## WORK TO BE COMPLETED
The answer should be one number: how many lines in the records below contain the word "Creek".
━━━ GIVEN RECORDS ━━━
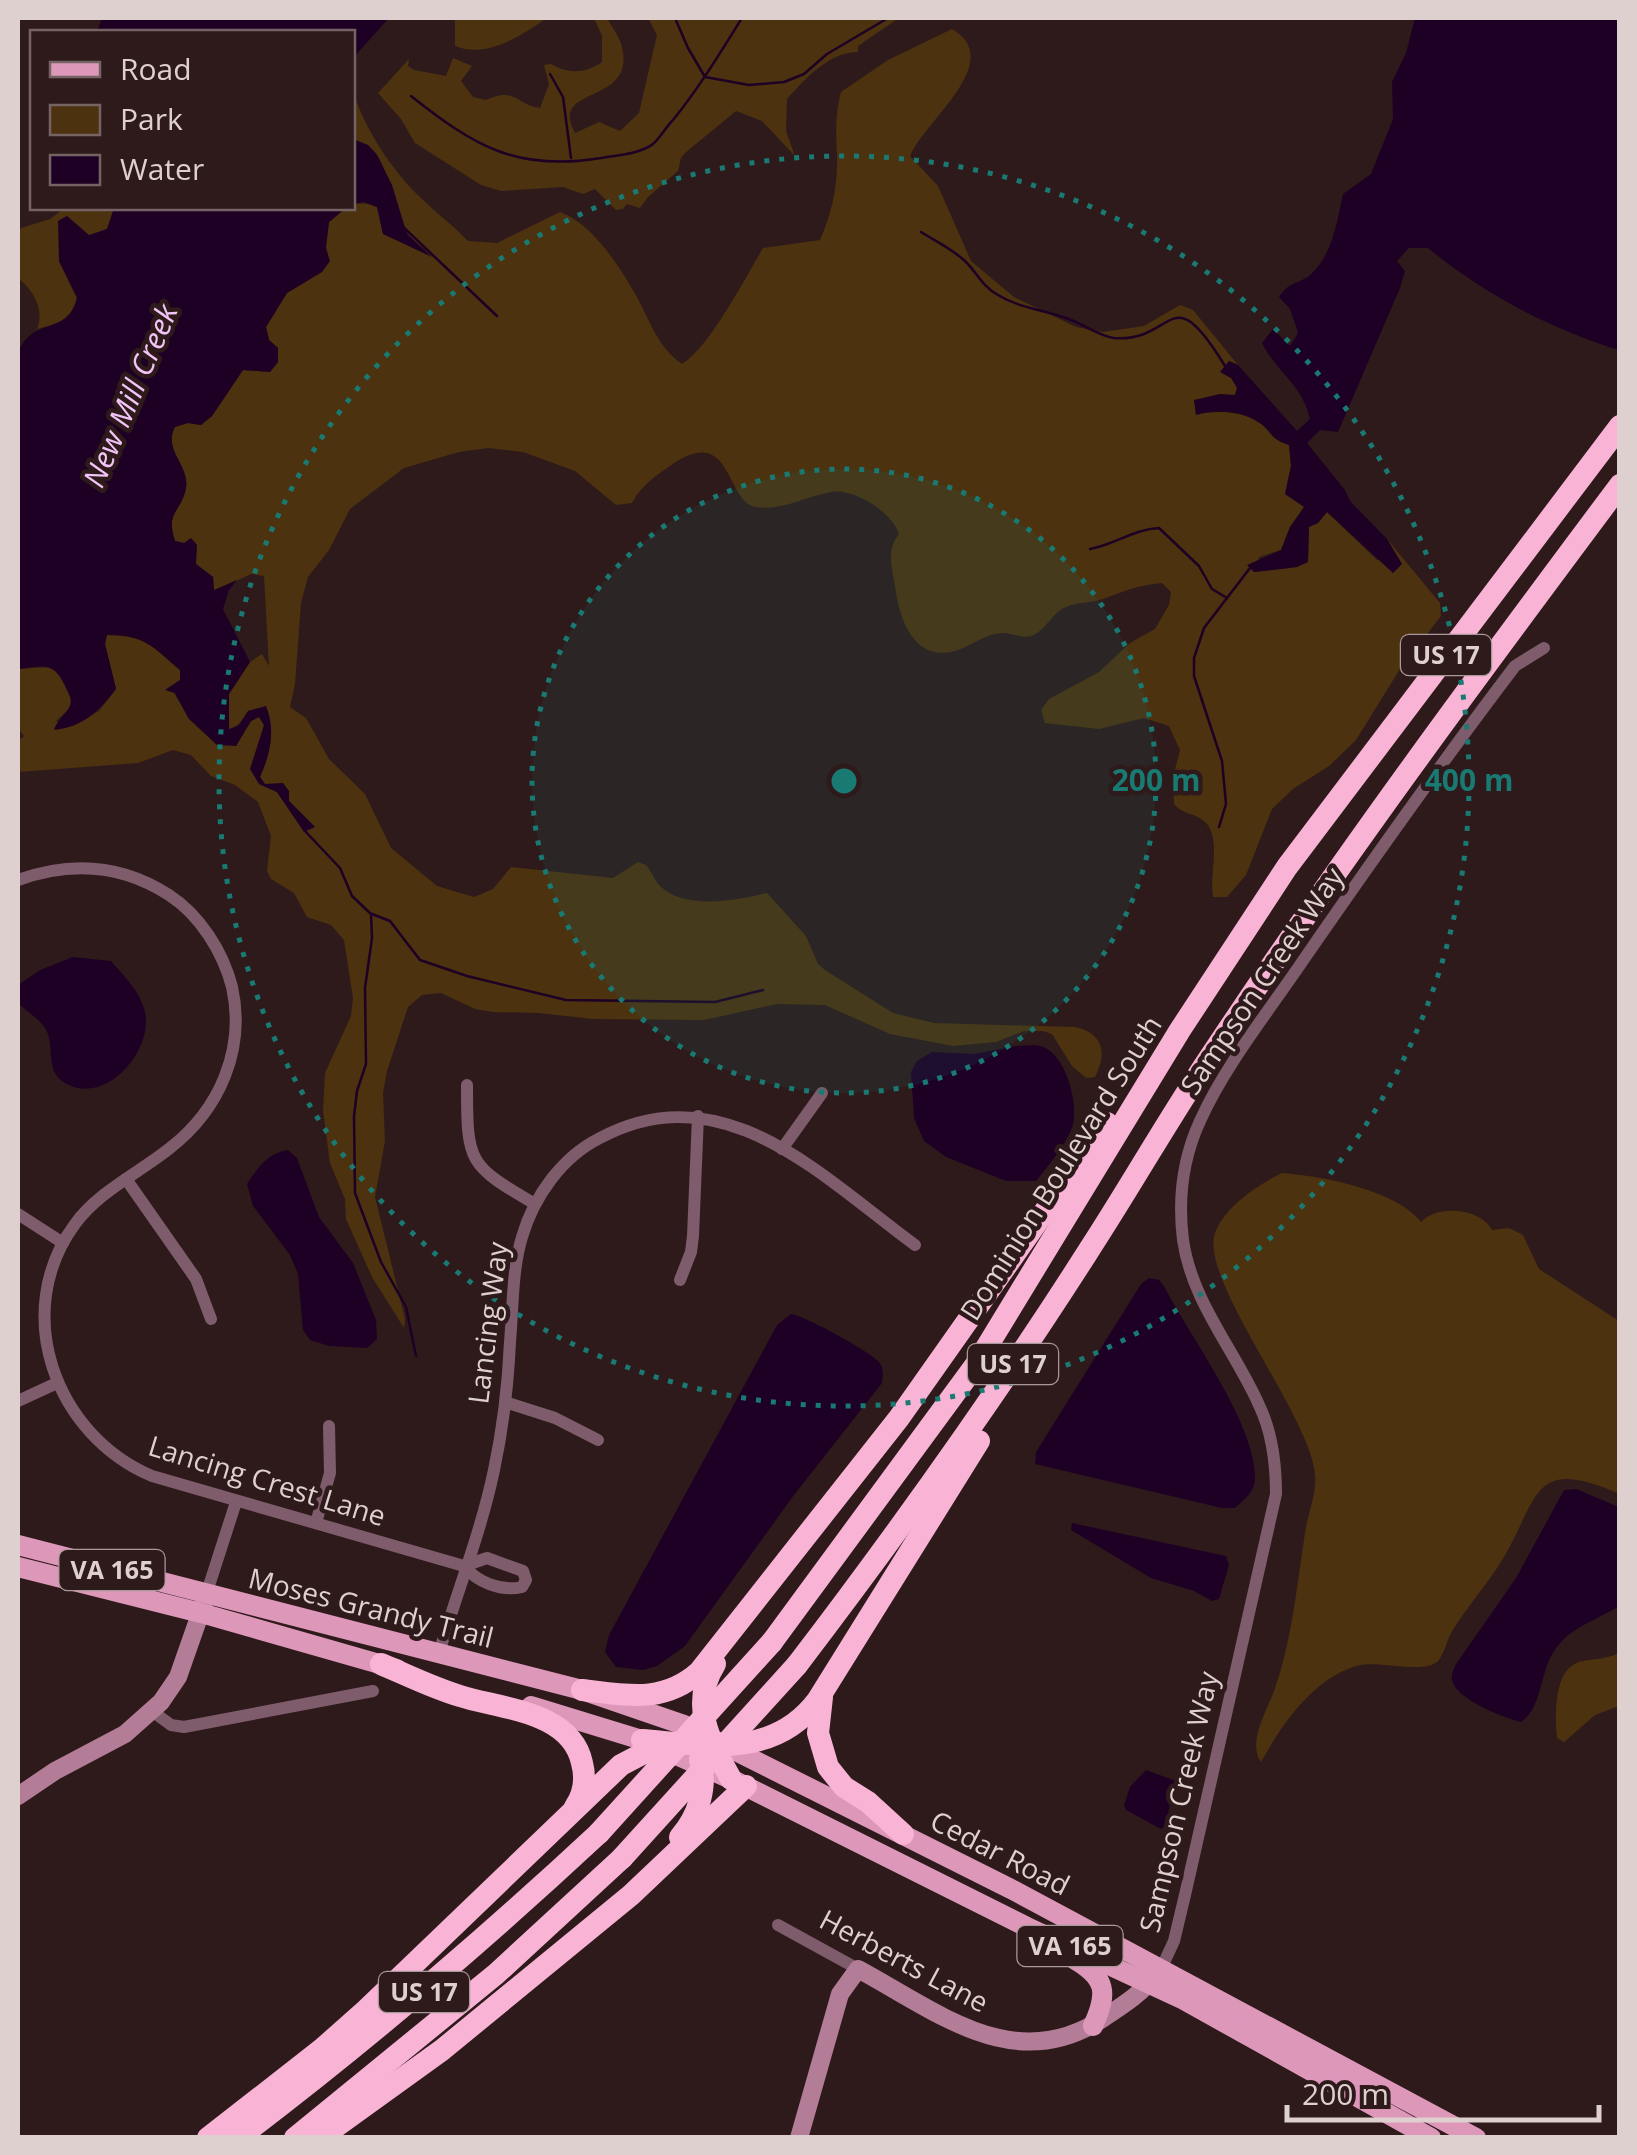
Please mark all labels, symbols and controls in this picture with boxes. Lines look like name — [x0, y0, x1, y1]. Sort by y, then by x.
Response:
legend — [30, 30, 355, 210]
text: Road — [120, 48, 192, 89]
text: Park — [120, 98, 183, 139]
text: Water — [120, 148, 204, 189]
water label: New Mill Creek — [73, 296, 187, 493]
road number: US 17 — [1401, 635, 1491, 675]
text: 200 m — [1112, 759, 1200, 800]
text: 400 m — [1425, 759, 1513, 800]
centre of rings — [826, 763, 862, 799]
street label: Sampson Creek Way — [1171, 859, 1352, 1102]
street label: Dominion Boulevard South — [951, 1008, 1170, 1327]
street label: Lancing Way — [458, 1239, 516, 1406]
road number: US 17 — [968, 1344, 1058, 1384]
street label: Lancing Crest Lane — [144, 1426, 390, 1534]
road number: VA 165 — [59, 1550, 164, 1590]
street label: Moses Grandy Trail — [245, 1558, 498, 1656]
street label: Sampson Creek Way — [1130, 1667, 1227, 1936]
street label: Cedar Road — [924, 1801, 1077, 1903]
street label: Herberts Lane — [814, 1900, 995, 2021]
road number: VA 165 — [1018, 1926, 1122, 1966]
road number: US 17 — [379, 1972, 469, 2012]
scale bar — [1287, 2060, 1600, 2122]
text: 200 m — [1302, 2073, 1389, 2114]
━━━
## FINAL ANSWER
3